Notice If you want to see Python source code that supports some of my projects, go to Github and help yourself. The code is not written with reuse in mind... -- (talk) 15:57, 15 May 2018 (UTC)

If you are concerned that a category gets flooded with automated uploads, check that a template like {{Disambig}}, {{Photographs}}, {{Categorise}}, {{CatDiffuse}} or {{CatCat}} has been applied before complaining. In the case of my batch upload projects, any category marked this way will not be added to new photographs. -- (talk) 16:32, 20 September 2018 (UTC)




@: searching for a photo of Frances Carpenter here on commons, I came across the images from Category:Chevy Chase Club and noticed the TIF files, I was wondering if it makes sense these files to be added to the same categories like for example jpg files. Thank you for your time. Also, this being the last day of 2018, allow me to present my very best wishes for 2019! Lotje (talk) 13:32, 31 December 2018 (UTC)

This search (for example) lists pictures in the collection of State Library of Victoria that are out of copyright. Each is available (via the "Available online" link) as a jpg, and as a high-res tif. The resultant "Download" pages lists them as "Out of Copyright". Could you automate downloading all their OoC artworks, please? They have an API. Category:Paintings in the State Library of Victoria has very few members. Andy Mabbett (Pigsonthewing); Talk to Andy; Andy's edits 17:04, 16 January 2019 (UTC)
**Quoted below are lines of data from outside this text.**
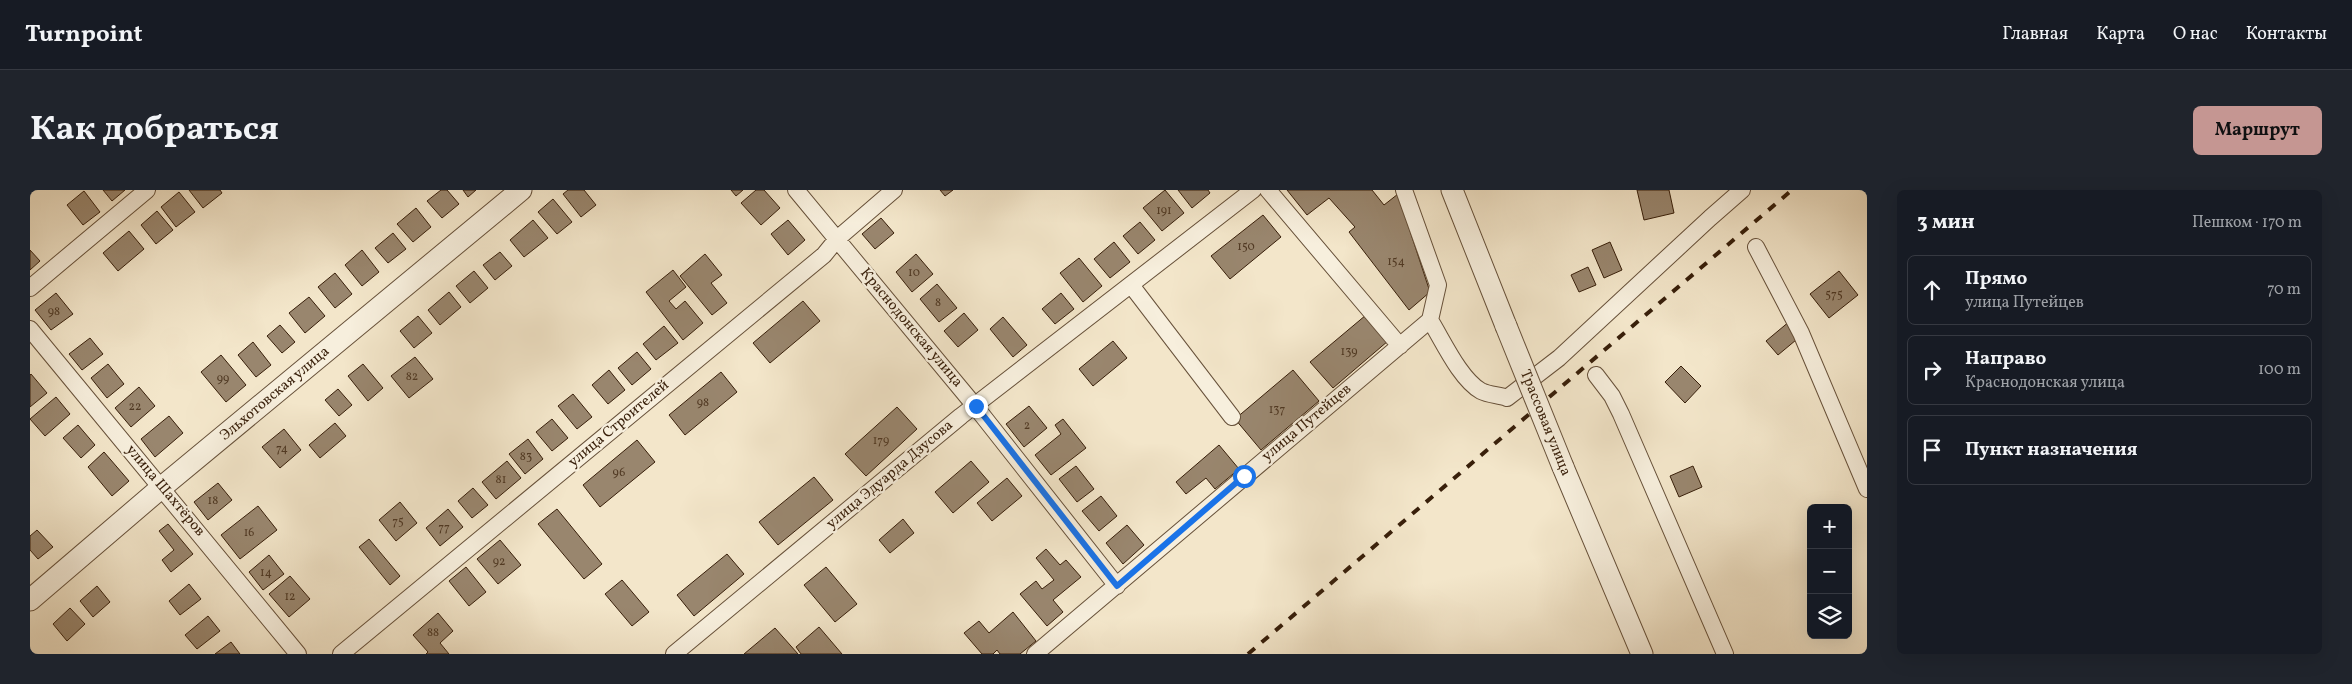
<!DOCTYPE html>
<html lang="ru">
<head>
<meta charset="utf-8">
<style>
	body { margin:0; font-family:Vollkorn,serif; background:#20242c; color:#f1f3f6 }
	.controls { position:absolute; right:15px; bottom:15px; display:grid; overflow:hidden; border-radius:8px; box-shadow:0 5px 20px #0002 }
	.controls button { width:45px; height:45px; display:grid; place-items:center; padding:0; border:0; border-bottom:1px solid #363941; background:#171b24; color:#f1f3f6; font:25px sans-serif }
	.stop { position:absolute; width:15px; height:15px; margin:-11px; border:4px solid #1a73e8; border-radius:50%; background:#fff }
	.stop.end { background:#1a73e8; border-color:#fff; box-shadow:0 1px 5px #0008 }
	.list { margin:0; padding:0; list-style:none }
	h2 { display:flex; justify-content:space-between; align-items:center; height:65px; margin:0; padding:0 20px; font-size:21px }
	h2 small { font-size:16px; font-weight:400; color:#9ea1a6 }
	.list li { display:grid; grid-template-columns:32px 1fr auto; gap:15px; align-items:center; box-sizing:border-box; height:70px; margin:0 10px 10px; padding:0 10px; border:1px solid #363941; border-radius:8px }
	.list b { display:block; font-size:19px; white-space:nowrap }
	.list p { margin:0; font-size:16px; white-space:nowrap; color:#9ea1a6 }
	.list em { font-size:16px; font-style:normal; color:#9ea1a6 }
	.icon { flex:none; width:28px; height:28px; fill:none; stroke:currentColor; stroke-width:2; stroke-linecap:round; stroke-linejoin:round }
	.map { position:relative; flex:none; width:1837px; height:464px; overflow:hidden; border-radius:8px }
	header { display:flex; align-items:center; gap:30px; box-sizing:border-box; height:70px; padding:0 25px; background:#171b24; border-bottom:1px solid #363941 }
	header strong { font-size:24px }
	nav { display:flex; gap:28px; margin-inline-start:auto; font-size:18px }
	.intro { display:flex; align-items:center; justify-content:space-between; box-sizing:border-box; height:120px; padding:0 30px }
	h1 { margin:0; font-size:35px }
	.button { padding:12px 22px; border-radius:8px; background:#c59692; color:#111; font-size:18px; font-weight:700 }
	main { display:flex; gap:30px; padding:0 30px }
	aside { flex:1; background:#171b24; border-radius:8px; box-shadow:0 5px 20px #0002 }
	.map>svg:first-child { display:block }
	.building { fill:#99866e; stroke:#381f0a }
	.lines { fill:none; stroke-linecap:round; stroke-linejoin:round }
	.minor-casing { stroke:#67513a; stroke-width:18 }
	.tertiary-casing { stroke:#67513a; stroke-width:23 }
	.minor { stroke:#f7efdd; stroke-width:16 }
	.tertiary { stroke:#f7efdd; stroke-width:21 }
	.rail { stroke:#381f0a; stroke-width:4; stroke-dasharray:9 9; stroke-linecap:butt }
	.tertiary-bridge-casing { stroke:#67513a; stroke-width:23; stroke-linecap:butt }
	.tertiary-bridge { stroke:#f7efdd; stroke-width:21 }
	.route { stroke:#1a73e8; stroke-width:6 }
	.labels { text-anchor:middle; dominant-baseline:central; stroke-width:4.5; stroke-linejoin:round; paint-order:stroke }
	.number-label { font-size:12px; fill:#503923 }
	.street-label { font-size:15px; fill:#381f0a; stroke:#f7efdd }
</style>
</head>
<body>
<header>
<strong>Turnpoint</strong>
<nav><a>Главная</a><a>Карта</a><a>О нас</a><a>Контакты</a></nav>
</header>
<div class="intro"><h1>Как добраться</h1><a class="button">Маршрут</a></div>
<main>
<div class="map">
<svg width="1837" height="464" viewBox="0 0 1837 464">
	<rect width="100%" height="100%" fill="#f3e6ca"/>
	<filter id="stains"><feTurbulence type="fractalNoise" baseFrequency=".004" numOctaves="4"/><feColorMatrix values="0 0 0 0 .2 0 0 0 0 .09 0 0 0 0 .02 0 0 0 .5 -.17"/></filter>
	<radialGradient id="worn" r=".72"><stop offset=".6" stop-color="#630" stop-opacity="0"/><stop offset="1" stop-color="#630" stop-opacity=".3"/></radialGradient>
	<path class="building" d="M 73,0 L 95,0 L 82,11 Z
		M 159,0 L 190,0 L 192,3 L 173,18 Z
		M 411,0 L 417,0 L 429,14 L 412,28 L 397,11 Z
		M 433,0 L 446,0 L 438,7 Z
		M 538,0 L 554,0 L 566,15 L 551,27 L 533,4 Z
		M 701,0 L 713,0 L 706,6 Z
		M 726,0 L 734,0 L 750,18 L 731,35 L 711,13 Z
		M 910,0 L 923,0 L 915,6 Z
		M 1135,0 L 1154,23 L 1132,41 L 1113,18 Z
		M 1148,0 L 1178,0 L 1180,3 L 1162,18 Z
		M 1257,0 L 1342,0 L 1354,15 L 1368,4 L 1400,102 L 1379,120 L 1319,42 L 1325,37 L 1299,8 L 1277,25 Z
		M 1607,0 L 1639,0 L 1644,23 L 1614,30 Z
		M 54,1 L 70,22 L 53,35 L 37,15 Z
		M 149,2 L 165,22 L 146,37 L 131,17 Z
		M 523,9 L 542,32 L 527,44 L 508,22 Z
		M 386,18 L 401,37 L 383,52 L 367,34 Z
		M 127,21 L 143,40 L 126,54 L 111,35 Z
		M 1233,25 L 1251,47 L 1200,89 L 1181,66 Z
		M 851,28 L 864,43 L 845,59 L 832,44 Z
		M 503,30 L 518,48 L 494,67 L 480,50 Z
		M 758,30 L 775,50 L 758,65 L 741,44 Z
		M 1110,32 L 1125,50 L 1108,64 L 1093,46 Z
		M 99,41 L 114,59 L 88,81 L 73,63 Z
		M 363,43 L 376,59 L 358,73 L 345,58 Z
		M 1084,52 L 1100,72 L 1080,88 L 1064,69 Z
		M 1580,52 L 1592,80 L 1574,88 L 1562,60 Z
		M 0,60 L 10,71 L 0,80 Z
		M 332,60 L 349,82 L 332,96 L 315,75 Z
		M 470,62 L 482,76 L 465,90 L 453,75 Z
		M 675,64 L 692,85 L 681,93 L 697,113 L 682,125 L 650,86 Z
		M 886,64 L 903,84 L 882,102 L 866,82 Z
		M 1049,68 L 1072,96 L 1053,112 L 1030,83 Z
		M 1558,77 L 1566,95 L 1549,102 L 1541,85 Z
		M 643,80 L 656,97 L 639,111 L 646,119 L 655,111 L 673,133 L 653,150 L 616,102 Z
		M 444,81 L 458,98 L 440,113 L 426,96 Z
		M 1809,81 L 1828,105 L 1799,128 L 1780,104 Z
		M 305,83 L 322,104 L 305,118 L 288,97 Z
		M 907,94 L 927,118 L 909,132 L 890,109 Z
		M 419,102 L 431,117 L 410,135 L 398,120 Z
		M 26,103 L 43,124 L 21,140 L 5,120 Z
		M 1031,103 L 1044,119 L 1025,134 L 1012,119 Z
		M 279,107 L 295,126 L 275,143 L 259,123 Z
		M 773,111 L 790,131 L 740,173 L 723,153 Z
		M 934,123 L 948,140 L 928,157 L 914,141 Z
		M 1336,125 L 1358,151 L 1303,198 L 1280,172 Z
		M 388,126 L 402,143 L 384,158 L 370,141 Z
		M 973,127 L 997,155 L 983,167 L 960,139 Z
		M 1760,131 L 1772,145 L 1748,165 L 1736,151 Z
		M 250,135 L 265,152 L 252,163 L 237,146 Z
		M 634,136 L 648,153 L 626,170 L 613,154 Z
		M 60,148 L 73,164 L 52,180 L 39,164 Z
		M 1083,151 L 1097,168 L 1063,196 L 1049,179 Z
		M 223,152 L 241,175 L 226,187 L 208,165 Z
		M 607,162 L 621,179 L 602,195 L 588,178 Z
		M 191,165 L 216,195 L 196,212 L 171,182 Z
		M 385,167 L 403,189 L 379,208 L 361,186 Z
		M 78,174 L 94,194 L 77,208 L 61,188 Z
		M 333,174 L 353,198 L 338,211 L 318,186 Z
		M 1651,176 L 1671,196 L 1655,213 L 1635,192 Z
		M 579,180 L 595,200 L 578,214 L 562,195 Z
		M 1263,180 L 1289,211 L 1231,260 L 1205,229 Z
		M 691,182 L 707,202 L 655,245 L 639,225 Z
		M 1,184 L 17,203 L 0,217 L 0,185 Z
		M 109,197 L 125,216 L 101,237 L 85,218 Z
		M 308,199 L 322,215 L 309,226 L 295,210 Z
		M 543,204 L 562,227 L 547,239 L 528,216 Z
		M 26,207 L 40,224 L 15,246 L 0,229 Z
		M 999,216 L 1017,238 L 994,257 L 976,234 Z
		M 867,217 L 887,239 L 836,286 L 815,264 Z
		M 139,226 L 153,243 L 125,267 L 111,249 Z
		M 522,229 L 538,248 L 522,261 L 506,242 Z
		M 1033,229 L 1056,258 L 1021,285 L 1005,265 L 1031,244 L 1025,235 Z
		M 305,233 L 316,246 L 290,268 L 279,255 Z
		M 48,235 L 65,255 L 51,268 L 33,248 Z
		M 254,239 L 271,260 L 250,278 L 232,257 Z
		M 498,249 L 513,269 L 495,284 L 479,264 Z
		M 607,250 L 625,272 L 570,317 L 553,295 Z
		M 1189,255 L 1209,279 L 1185,299 L 1176,288 L 1156,304 L 1146,292 Z
		M 74,262 L 99,291 L 82,306 L 58,277 Z
		M 477,271 L 491,288 L 466,309 L 452,292 Z
		M 941,271 L 959,292 L 923,323 L 905,302 Z
		M 1046,276 L 1064,299 L 1047,312 L 1029,289 Z
		M 1663,276 L 1672,297 L 1649,307 L 1640,286 Z
		M 784,287 L 803,310 L 748,355 L 729,332 Z
		M 977,288 L 992,306 L 962,331 L 947,313 Z
		M 188,293 L 202,310 L 178,330 L 164,312 Z
		M 443,298 L 458,315 L 442,328 L 428,311 Z
		M 1071,306 L 1087,326 L 1069,341 L 1052,321 Z
		M 370,312 L 387,333 L 366,351 L 349,330 Z
		M 228,316 L 247,340 L 210,369 L 191,345 Z
		M 418,319 L 433,337 L 410,356 L 396,338 Z
		M 527,319 L 572,374 L 554,389 L 508,334 Z
		M 873,329 L 884,343 L 860,363 L 849,350 Z
		M 138,334 L 163,364 L 141,382 L 132,370 L 144,360 L 129,341 Z
		M 1097,335 L 1114,355 L 1093,374 L 1076,353 Z
		M 7,340 L 23,357 L 8,369 L 0,360 L 0,346 Z
		M 339,349 L 370,386 L 360,395 L 329,357 Z
		M 470,350 L 491,375 L 468,394 L 447,369 Z
		M 1016,359 L 1030,375 L 1036,370 L 1051,387 L 1023,410 L 1033,422 L 1017,436 L 990,404 L 1006,391 L 1012,399 L 1024,390 L 1006,368 Z
		M 697,364 L 714,384 L 664,426 L 647,405 Z
		M 239,365 L 254,384 L 233,400 L 219,382 Z
		M 436,377 L 456,402 L 439,416 L 419,391 Z
		M 796,377 L 827,414 L 805,432 L 774,395 Z
		M 260,386 L 280,409 L 259,427 L 239,404 Z
		M 592,390 L 619,422 L 602,436 L 575,404 Z
		M 159,394 L 171,409 L 150,425 L 139,411 Z
		M 67,396 L 80,412 L 63,427 L 50,411 Z
		M 40,418 L 55,434 L 37,451 L 23,434 Z
		M 983,422 L 1006,451 L 990,464 L 970,464 L 967,460 L 963,464 L 952,464 L 934,443 L 949,431 L 959,443 Z
		M 408,423 L 423,441 L 410,453 L 419,464 L 396,464 L 398,462 L 383,445 Z
		M 178,426 L 190,441 L 167,459 L 155,445 Z
		M 789,437 L 812,464 L 771,464 L 766,457 Z
		M 745,438 L 768,464 L 714,464 Z
		M 201,452 L 210,464 L 185,464 Z"/>
	<g class="lines">
		<g class="minor-casing">
			<path id="minor" d="M 766,0 L 945,216 L 1087,396
				M 1238,0 L 1370,156
				M 1726,57 L 1771,143 L 1837,299
				M 1101,95 L 1202,227
				M 0,98 L 117,0
				M 1400,130 C 1413,151 1430,189 1451,201 C 1459,205 1469,205 1477,208 L 1529,168 L 1680,28 L 1712,0
				M 0,139 L 268,464
				M 1566,185 L 1582,206 L 1591,224 L 1695,464
				M 311,464 L 794,65 L 807,49 L 864,0
				M 644,464 L 931,226 L 1223,0
				M 1005,464 L 1400,130 L 1408,95 L 1374,0"/>
		</g>
		<g class="tertiary-casing">
			<path id="tertiary" d="M 1422,0 L 1476,136
				M 1533,277 L 1612,464
				M 0,410 L 132,297 L 491,0"/>
		</g>
		<use href="#minor" class="minor"/>
		<use href="#tertiary" class="tertiary"/>
		<path class="rail" d="M 1218,464 L 1762,0"/>
		<g class="tertiary-bridge-casing">
			<path id="tertiary-bridge" d="M 1476,136 L 1533,277"/>
		</g>
		<use href="#tertiary-bridge" class="tertiary-bridge"/>
	</g>
	<g class="lines">
		<path class="route" d="M 946,216 L 1087,396 L 1214,286"/>
	</g>
	<g class="labels">
		<g class="number-label">
			<text x="1134" y="21">191</text>
			<text x="1216" y="57">150</text>
			<text x="1366" y="72">154</text>
			<text x="884" y="83">10</text>
			<text x="1804" y="105">575</text>
			<text x="908" y="113">8</text>
			<text x="24" y="122">98</text>
			<text x="1319" y="162">139</text>
			<text x="382" y="187">82</text>
			<text x="193" y="189">99</text>
			<text x="673" y="213">98</text>
			<text x="105" y="217">22</text>
			<text x="1247" y="220">137</text>
			<text x="997" y="236">2</text>
			<text x="851" y="251">179</text>
			<text x="252" y="259">74</text>
			<text x="496" y="267">83</text>
			<text x="589" y="283">96</text>
			<text x="471" y="290">81</text>
			<text x="183" y="311">18</text>
			<text x="368" y="332">75</text>
			<text x="414" y="338">77</text>
			<text x="219" y="343">16</text>
			<text x="469" y="372">92</text>
			<text x="236" y="383">14</text>
			<text x="260" y="407">12</text>
			<text x="403" y="443">88</text>
		</g>
		<g class="street-label">
			<text transform="translate(881 138) rotate(50)">Краснодонская улица</text>
			<text transform="translate(245 204) rotate(-40)">Эльхотовская улица</text>
			<text transform="translate(1277 233) rotate(-40)">улица Путейцев</text>
			<text transform="translate(1515 233) rotate(68)">Трассовая улица</text>
			<text transform="translate(589 234) rotate(-40)">улица Строителей</text>
			<text transform="translate(860 285) rotate(-40)">улица Эдуарда Дзусова</text>
			<text transform="translate(135 301) rotate(50)">улица Шахтёров</text>
		</g>
	</g>
	<rect width="100%" height="100%" filter="url(#stains)"/>
	<rect width="100%" height="100%" fill="url(#worn)"/>
</svg>
<div class="controls">
<button>+</button>
<button>−</button>
<button><svg class="icon" aria-label="layers" viewBox="0 0 24 24"><path d="M12 4l9 5-9 5-9-5zM3 14l9 5 9-5"/></svg></button>
</div>
<div class="stop" style="left:1214px;top:286px"></div>
<div class="stop end" style="left:946px;top:216px"></div>
</div>
<aside>
<h2>3 мин<small>Пешком · 170 m</small></h2>
<ul class="list">
<li><svg class="icon" aria-label="ahead" viewBox="0 0 24 24"><path d="M12 20V5M6 11l6-6 6 6"/></svg><div><b>Прямо</b><p>улица Путейцев</p></div><em>70 m</em></li>
<li><svg class="icon" aria-label="right" viewBox="0 0 24 24"><path d="M7 20v-9h11M14 6l5 5-5 5"/></svg><div><b>Направо</b><p>Краснодонская улица</p></div><em>100 m</em></li>
<li><svg class="icon" aria-label="arrive" viewBox="0 0 24 24"><path d="M6 21V4h12l-3 4 3 4H6"/></svg><div><b>Пункт назначения</b></div></li>
</ul>
</aside>
</main>
</body>
</html>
Hi Fæ! Thanks a lot for User:Fæ/Project list/ESA! I'm categorizing many pictures from Category:ESA images (review needed) and found some duplicates of pictures previously imported in Category:ESA_files_uploaded_by_Revent. I didn't check all of them but it's likely all of these 254 photos have been duplicated. What should we do? Keep the oldest ones (those imported by Revent) or yours? vip (talk) 15:39, 25 December 2018 (UTC)

@Don-vip: The decision of which to keep should be based on which image is better quality (presumably these will all be digitally identical), and which have the better description. There's no issue with deleting my uploads where they are duplicates, I am still puzzled as to exactly how these are created, as I do automatic duplicate checks before upload. -- (talk) 09:19, 27 February 2019 (UTC)

@Don-vip: I have started an initial test generating a local (i.e. off-wiki) JSON database of image hashes for all ESA uploads. There are 2,689 subcategories, and I do not yet know how many unique files that includes, so it will take many hours/days to generate the database, but once generated testing new files will be quick. Depending on eventual size, I may have to rewrite my code if it becomes impossible to hold the results in a memory array. These hashes can then be referenced to see if a version of the same photograph already exists on Commons before upload. A simple minded check so that a version with the same extension that is not a higher resolution will never be uploaded makes sense for the vast majority of uploads we are interested in hosting from the ESA. This would allow for a TIFF to be uploaded which is identical to an existing jpeg, but not another jpeg.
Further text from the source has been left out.